A general improvement of the pediatric atopic population seems an unrealistic goal at the moment, however their management should be in the hands of well-trained pediatricians and pediatric allergists, and not in the hands of the various “alternative” practitioners using methods such as homeopathy, bioresonance, auriculo-acupressure, and the like [64], with serious and even dangerous results [65]. We know that postponing the atopy development leads to a lessening of the severity of the clinical manifestations, and even to atopy avoidance forever [66]. Once atopy develops, it is now possible to prevent the clinical manifestations in a great proportion of cases (secondary prevention) by the use of pharmacological agents such as cromons and ketotifen [66]. In addition as demonstrated by the ETAC study it is possible to prevent the onset of respiratory allergy in 50% of babies with atopic dermatitis following an 18-month administration of cetirizine [67]. Since the commitment to the Th2 phenotype in atopics appears to occur at any time between the ages of 2 and 5 years [68], the net implication is that within the first years of life there is a window open for immunoprophylaxis [69]. Moreover, dietary prevention is not sufficient if it is not accompanied by strict environmental measures. Possible obstacles confront any allergy prevention program [35,36,70], that should instead balance the contributing factors to the increase of indoor allergens [70]. In the environment we find aeroallergens to be prevented, among which the leaders, such as house dust mite, pets, pollens, molds, cigarette smoke, and the indoor and outdoor air pollution [71-73].

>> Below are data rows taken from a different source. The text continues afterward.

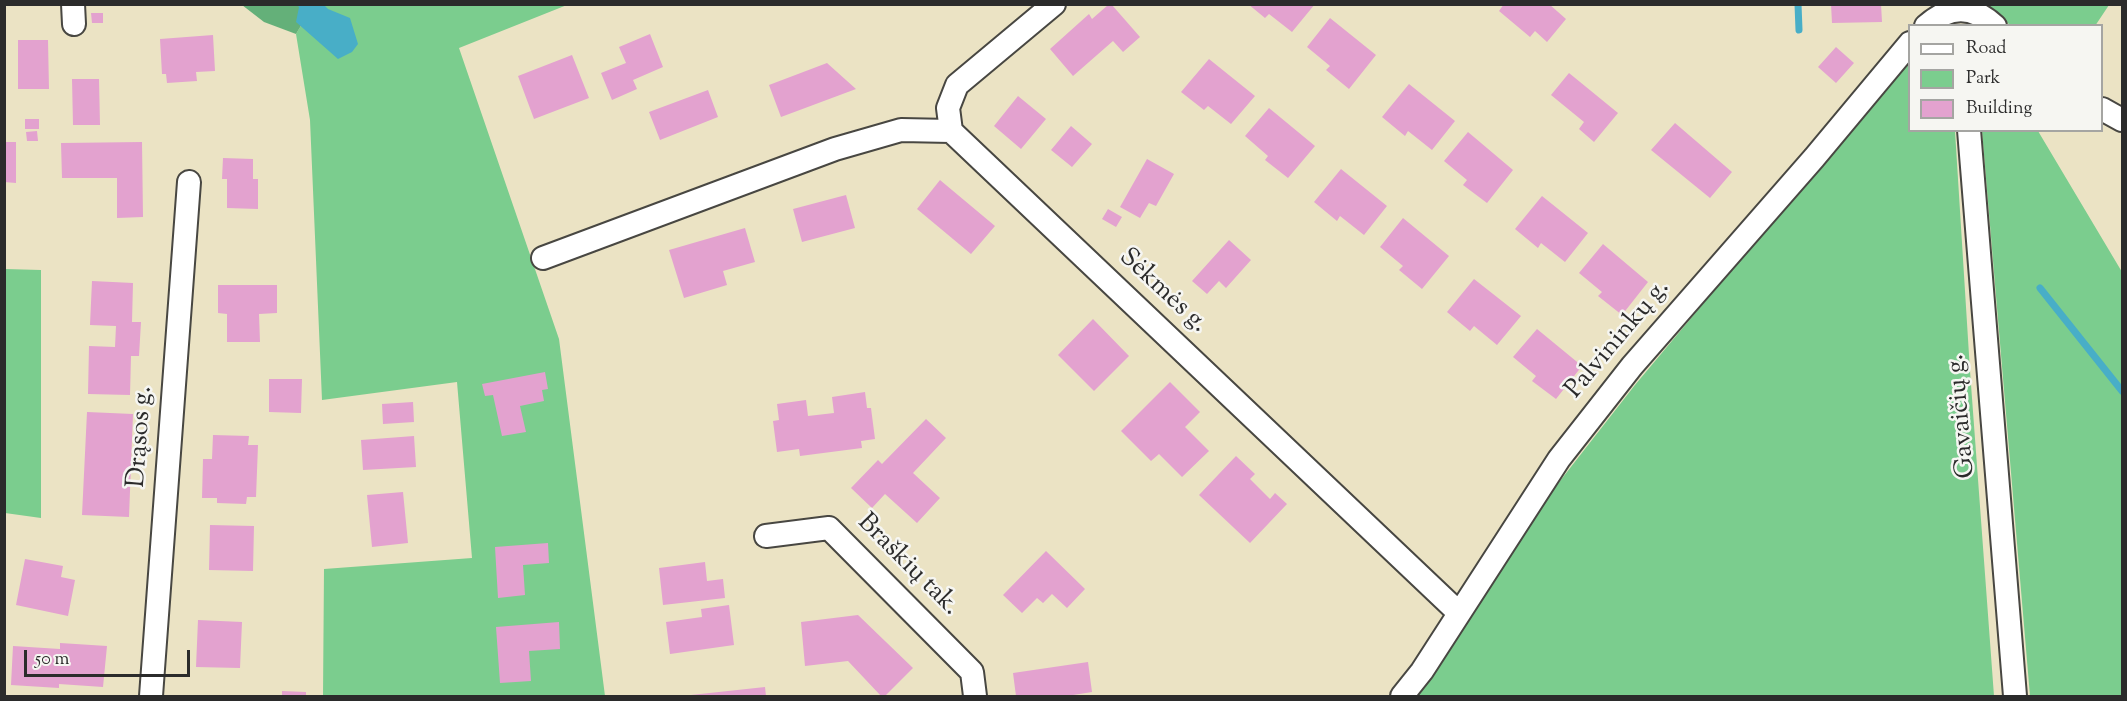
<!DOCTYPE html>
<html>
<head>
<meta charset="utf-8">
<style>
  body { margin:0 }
  #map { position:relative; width:2127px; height:701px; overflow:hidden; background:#ebe3c4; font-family:"Sorts Mill Goudy",serif }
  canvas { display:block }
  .frame { position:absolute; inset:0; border:6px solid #2b2b2b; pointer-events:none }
  .legend { position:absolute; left:1908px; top:24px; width:195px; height:108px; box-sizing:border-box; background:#f6f6f2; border:2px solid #a5a5a2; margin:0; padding:8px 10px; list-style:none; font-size:18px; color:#2b2b2b }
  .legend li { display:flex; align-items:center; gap:12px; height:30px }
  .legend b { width:30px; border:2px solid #a5a5a2 }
  .scale { position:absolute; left:24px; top:650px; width:166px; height:27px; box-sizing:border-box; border:3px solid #2b2b2b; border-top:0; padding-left:8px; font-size:18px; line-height:21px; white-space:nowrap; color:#2b2b2b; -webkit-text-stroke:4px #f6f6f2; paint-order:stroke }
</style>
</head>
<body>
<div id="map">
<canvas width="2127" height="701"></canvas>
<div class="frame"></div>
<ul class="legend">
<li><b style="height:8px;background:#fff"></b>Road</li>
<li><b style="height:16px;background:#7bcd8e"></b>Park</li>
<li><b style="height:16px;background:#e3a2cf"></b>Building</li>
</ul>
<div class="scale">50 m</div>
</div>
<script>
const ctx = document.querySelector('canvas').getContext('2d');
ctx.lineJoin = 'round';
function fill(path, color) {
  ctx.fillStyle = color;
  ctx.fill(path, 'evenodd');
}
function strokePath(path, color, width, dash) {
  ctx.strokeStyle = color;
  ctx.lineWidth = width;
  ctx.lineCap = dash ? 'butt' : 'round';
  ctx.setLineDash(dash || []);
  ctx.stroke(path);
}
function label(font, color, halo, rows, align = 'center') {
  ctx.font = font + ' "Sorts Mill Goudy",serif';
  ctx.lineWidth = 5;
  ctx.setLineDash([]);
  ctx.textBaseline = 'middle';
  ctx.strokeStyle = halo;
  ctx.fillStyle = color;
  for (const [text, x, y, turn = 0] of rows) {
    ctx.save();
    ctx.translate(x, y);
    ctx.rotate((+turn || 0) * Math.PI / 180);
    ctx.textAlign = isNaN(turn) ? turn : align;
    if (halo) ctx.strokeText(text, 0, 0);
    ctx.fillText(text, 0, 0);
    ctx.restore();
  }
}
const green = new Path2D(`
  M 304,5 L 567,5 L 459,48 L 559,339 L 605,696 L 323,696 L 324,569 L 472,558 L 457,382 L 322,400 L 310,120 L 296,34 L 305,19 Z
  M 1987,5 L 2109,5 L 2095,26 L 2010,25 Z
  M 1909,58 L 1910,130 L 1955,131 L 1970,371 L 1994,696 L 1408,696 L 1549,495 L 1635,385 Z
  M 1982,131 L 2038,131 L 2122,272 L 2122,696 L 2030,696 Z
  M 5,269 L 41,270 L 41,518 L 5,513 Z`);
const forest = new Path2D(`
  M 242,5 L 304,5 L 305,19 L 296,34 L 264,22 Z`);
const water = new Path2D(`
  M 297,5 L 324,5 L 328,9 L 350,18 L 358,44 L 352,52 L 338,59 L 296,22 L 299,7 Z`);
const stream = new Path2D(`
  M 1798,4 L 1799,30
  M 2040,288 L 2122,391`);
const building = new Path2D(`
  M 1248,4 L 1315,4 L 1292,32 L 1269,14 L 1265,18 Z
  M 1504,4 L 1549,4 L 1566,19 L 1547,42 L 1535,31 L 1530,37 L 1499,11 Z
  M 1831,4 L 1881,4 L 1882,22 L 1832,23 Z
  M 1108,5 L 1112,5 L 1140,37 L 1123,52 L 1113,41 L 1073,76 L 1050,49 L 1089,14 L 1092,19 Z
  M 91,13 L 103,13 L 103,23 L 92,23 Z
  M 1330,18 L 1376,55 L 1349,89 L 1326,70 L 1330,66 L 1307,47 Z
  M 650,34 L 663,67 L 633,80 L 637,89 L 612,100 L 601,73 L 626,63 L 619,47 Z
  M 213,35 L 215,71 L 196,72 L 197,81 L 167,83 L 166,74 L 162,74 L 160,39 Z
  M 18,40 L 48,40 L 49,89 L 18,89 Z
  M 1836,47 L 1854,63 L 1836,83 L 1818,67 Z
  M 572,55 L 589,98 L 534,119 L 518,76 Z
  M 1209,59 L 1255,96 L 1231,124 L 1208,106 L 1204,110 L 1181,92 Z
  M 827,63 L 856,89 L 781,117 L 769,85 Z
  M 1569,73 L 1618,113 L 1594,142 L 1579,129 L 1584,122 L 1551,95 Z
  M 72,79 L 99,79 L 100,125 L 73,125 Z
  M 1409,84 L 1455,121 L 1432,150 L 1408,131 L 1405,136 L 1382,117 Z
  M 708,90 L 718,117 L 660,140 L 649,112 Z
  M 1018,96 L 1046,119 L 1021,149 L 994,126 Z
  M 1269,108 L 1315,146 L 1288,178 L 1265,160 L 1268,156 L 1245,136 Z
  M 25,119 L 39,119 L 39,129 L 25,129 Z
  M 1675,123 L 1732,172 L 1710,198 L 1651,150 Z
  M 1071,126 L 1092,144 L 1072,167 L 1051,150 Z
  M 37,131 L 38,141 L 27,141 L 26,132 Z
  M 1468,132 L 1513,170 L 1487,203 L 1463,185 L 1467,180 L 1444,161 Z
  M 4,142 L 16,142 L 16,183 L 4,182 Z
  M 142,142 L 143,217 L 117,218 L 117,178 L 62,178 L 61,143 Z
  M 223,158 L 253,159 L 253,179 L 258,179 L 258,209 L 227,208 L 227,179 L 222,179 Z
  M 1147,159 L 1174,174 L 1156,206 L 1149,203 L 1140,218 L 1120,207 Z
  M 1341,169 L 1387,206 L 1364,235 L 1340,216 L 1337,221 L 1314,202 Z
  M 940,180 L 995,226 L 971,254 L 917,209 Z
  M 846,195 L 855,228 L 802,242 L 793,209 Z
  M 1542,196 L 1588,233 L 1565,262 L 1541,243 L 1538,248 L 1515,229 Z
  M 1108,209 L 1122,217 L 1116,227 L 1102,219 Z
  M 1403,218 L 1449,256 L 1422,289 L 1399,270 L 1403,266 L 1380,247 Z
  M 745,228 L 755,262 L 723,271 L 727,285 L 684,298 L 669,250 Z
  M 1229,240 L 1251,260 L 1226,288 L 1219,281 L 1207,294 L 1192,281 Z
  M 1603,244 L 1648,282 L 1622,315 L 1598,296 L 1602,292 L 1579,273 Z
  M 1474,279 L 1521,316 L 1497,345 L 1474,326 L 1470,331 L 1447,312 Z
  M 92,281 L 133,283 L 132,322 L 141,322 L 139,356 L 131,356 L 130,395 L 88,394 L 89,346 L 115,347 L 116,326 L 90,325 Z
  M 218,285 L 277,285 L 277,313 L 259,314 L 260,342 L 227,342 L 227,314 L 218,313 Z
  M 1093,319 L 1129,356 L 1094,391 L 1058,355 Z
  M 1537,329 L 1582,366 L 1556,399 L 1532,381 L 1536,376 L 1513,357 Z
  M 545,372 L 548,389 L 542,390 L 544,401 L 520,406 L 526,432 L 502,436 L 493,395 L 485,396 L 482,384 Z
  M 269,379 L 302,379 L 301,413 L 269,412 Z
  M 1170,382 L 1200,412 L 1185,427 L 1209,451 L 1182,477 L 1159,454 L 1151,461 L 1121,431 Z
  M 865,392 L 867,408 L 871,408 L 875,439 L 861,441 L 862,448 L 800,456 L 799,449 L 777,452 L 773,421 L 779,420 L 777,404 L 806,400 L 808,416 L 834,413 L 832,397 Z
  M 413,402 L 414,422 L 383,424 L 382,404 Z
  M 87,412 L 133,414 L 129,517 L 82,515 Z
  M 926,419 L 946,438 L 913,473 L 940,498 L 917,523 L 885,494 L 872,508 L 851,488 L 878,460 L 882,464 Z
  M 213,435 L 249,436 L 248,445 L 258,445 L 256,497 L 247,497 L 246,504 L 217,503 L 217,498 L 202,498 L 203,459 L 212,459 Z
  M 414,436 L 416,467 L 363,470 L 361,440 Z
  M 1236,456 L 1255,474 L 1250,479 L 1270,499 L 1275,493 L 1287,504 L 1250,543 L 1199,495 Z
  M 403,492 L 408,543 L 372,547 L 367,495 Z
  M 210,525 L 254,526 L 253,571 L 209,570 Z
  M 548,543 L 549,563 L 523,565 L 525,595 L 498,598 L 495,547 Z
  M 1046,551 L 1085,589 L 1067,608 L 1052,594 L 1043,603 L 1037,598 L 1022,613 L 1003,595 Z
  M 25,559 L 63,566 L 61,577 L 75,580 L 68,616 L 16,605 Z
  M 705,562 L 707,581 L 723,579 L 725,598 L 663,605 L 659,568 Z
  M 729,605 L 734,645 L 670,654 L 666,622 L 702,617 L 701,609 Z
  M 858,615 L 913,668 L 885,696 L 881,696 L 848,661 L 805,666 L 801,622 Z
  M 198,620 L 242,622 L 240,668 L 196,667 Z
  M 559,622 L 560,649 L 529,651 L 531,681 L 500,683 L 496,627 Z
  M 60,643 L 107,646 L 103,687 L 59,684 L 59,688 L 11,685 L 13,646 L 60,649 Z
  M 1088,662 L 1092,692 L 1067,696 L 1016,696 L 1013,673 Z
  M 765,687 L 766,696 L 692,696 L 691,695 Z
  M 282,691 L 306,692 L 306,696 L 282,696 Z`);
const minor = new Path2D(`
  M 73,4 L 74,24
  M 1054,4 L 957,85 L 948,108 L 951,131 L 1459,613
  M 1926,26 C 1950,5 1972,5 1995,26
  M 2102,109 L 2122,120
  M 1969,130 L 2015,696
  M 543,258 L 835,149 L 901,130 L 951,131
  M 766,536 L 829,528 L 972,672 L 975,696
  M 151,696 L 189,182
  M 1402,696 L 1422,671 L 1559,459 L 1632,366 L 1814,158 L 1910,43`);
const streetNames = [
  ["Sėkmės g.",1162,292,43],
  ["Palvininkų g.",1619,340,-50],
  ["Gavaičių g.",1963,416,-95],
  ["Drąsos g.",142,437,-86],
  ["Braškių tak.",907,566,45]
];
fill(green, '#7bcd8e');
fill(forest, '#64b079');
fill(water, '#48aec7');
strokePath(stream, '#48aec7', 7);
fill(building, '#e3a2cf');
strokePath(minor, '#484742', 26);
strokePath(minor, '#fff', 22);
label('26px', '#2b2b2b', '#f6f6f2', streetNames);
</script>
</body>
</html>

“An ounce of prevention is worth a pound of cure”. If we cannot change the atopic inheritance after birth, we can start early and effective preventive measures also before birth. This issue appears to lay in a realm almost to be described as a “no-man’s land”. Mother Nature teaches that in the neonatal immature gut the first line of defense is formed by some specialized factors. It may be that this first line should be moved forward [74]. I would like to stress, according to the Latin wisdom that stands on the portal of our Clinic “in puero homo “, which means “In infant is the seed of the future man”, that the goal is not only to reduce morbidity and mortality, but mainly to insure the best quality of life both to infants and adults.